| Flexis

Bouncy things are fun. Whether you're five or fifty, bouncing is one of the universal staples of joy. Super balls, trampolines, mattresses, that funny rubber concrete they put under swings in the playground, they are all a recipe for easygoing happiness.

So making the world's favourite puzzle game, Tetris, bouncy, sounds like a winning idea. What if, instead of slotting neatly into place, the blocks were rubberised and wiggled and jiggled like toddlers on a bouncy castle?

Indeed, right now we're betting you're thinking: "Yeah! That sounds awesome! Where can I get it?"

But we'd have to say: "Hey, calm down! And stop talking like an over-excited American!"

Because, despite the initial promise, Flexis is really disappointing. It is, in short, the very definition of a one-trick pony and, once you get past the bouncing, it's very limited as a game.

To begin with, it follows the usual routine: you've got a playing area into which combinations of connected, coloured blocks drop, and it's up to you to manipulate them to make blocks of the same colour touch. Match up three or more of the same colour and they disappear, the aim being to keep the playing area clear and to rack up points by making the blocks vanish.

A preview window below the playing area shows you what's coming next, enabling you to plan your block placement. At this point in Tetris you'd be able to rotate the blocks to better match them up with the collection sat at the bottom of the playing area, and this is where Flexis makes its turn into left field.

You can't rotate the blocks, but when they hit the bottom of the playing area or, better still, waiting blocks, they'll bounce around.

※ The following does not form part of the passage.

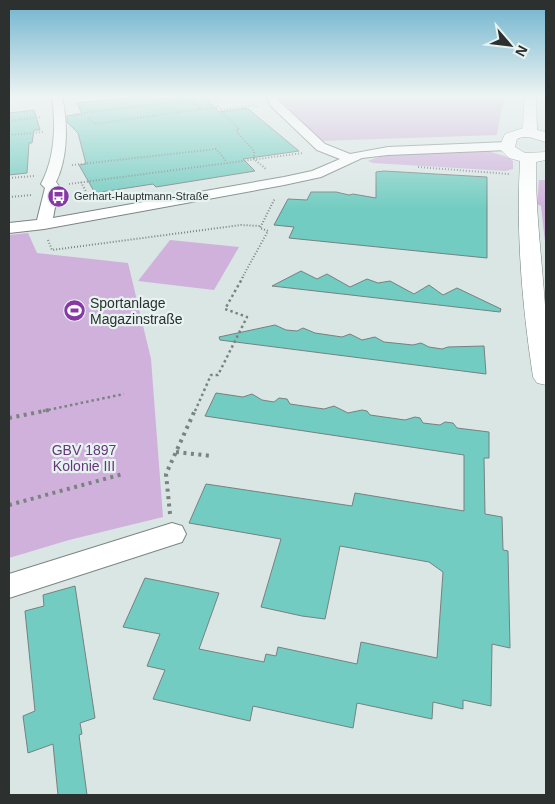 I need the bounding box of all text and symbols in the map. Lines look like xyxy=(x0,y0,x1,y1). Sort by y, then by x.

You can control this rebound by pressing on your phone's thumbpad, ricocheting off left, right or back up into the air.

As you play more, you'll learn that by moving the blocks in a certain way you can cause them to spin, enabling you to open up new colour-matching opportunities.

Thanks to the fact that you only have to momentarily create a chain of three coloured blocks, you can spin and buck a block around so that you clear two or sometimes three differently coloured chains of blocks in one go.

This is all good and well for the first three levels. And then, out of nowhere, Flexis suddenly decides that it doesn't want to be fun any more.

Firstly, the difficulty curve takes a sharp turn upwards with the fourth level. As you're still learning the mechanics of how the game works (it takes a little while to get your head around it), it's utterly demoralising to lose the level within a minute as you're presented with a screen that's already half-full of blocks.

Secondly, other than a new colour being introduced every couple of levels, there's no progression, nothing to keep you playing. Whereas PileUp would introduce a new spin to each level and the original Tetris upped the stakes in a gradual but encouraging manner, Flexis has no such redeeming features.

If you're a block-dropping addict, this may be easy enough to overlook. Likewise, if you're curious about the mechanics of the game – the physics of the bouncing blocks is certainly wonderful – then Flexis offers an intriguing new concept.

But for anyone who's after an enjoyable slice of puzzle entertainment, it's the Madeira cake on a dessert cart full of Black Forest gateux, banoffie pie and fruit sorbet: pleasant enough but not what you really, truly want.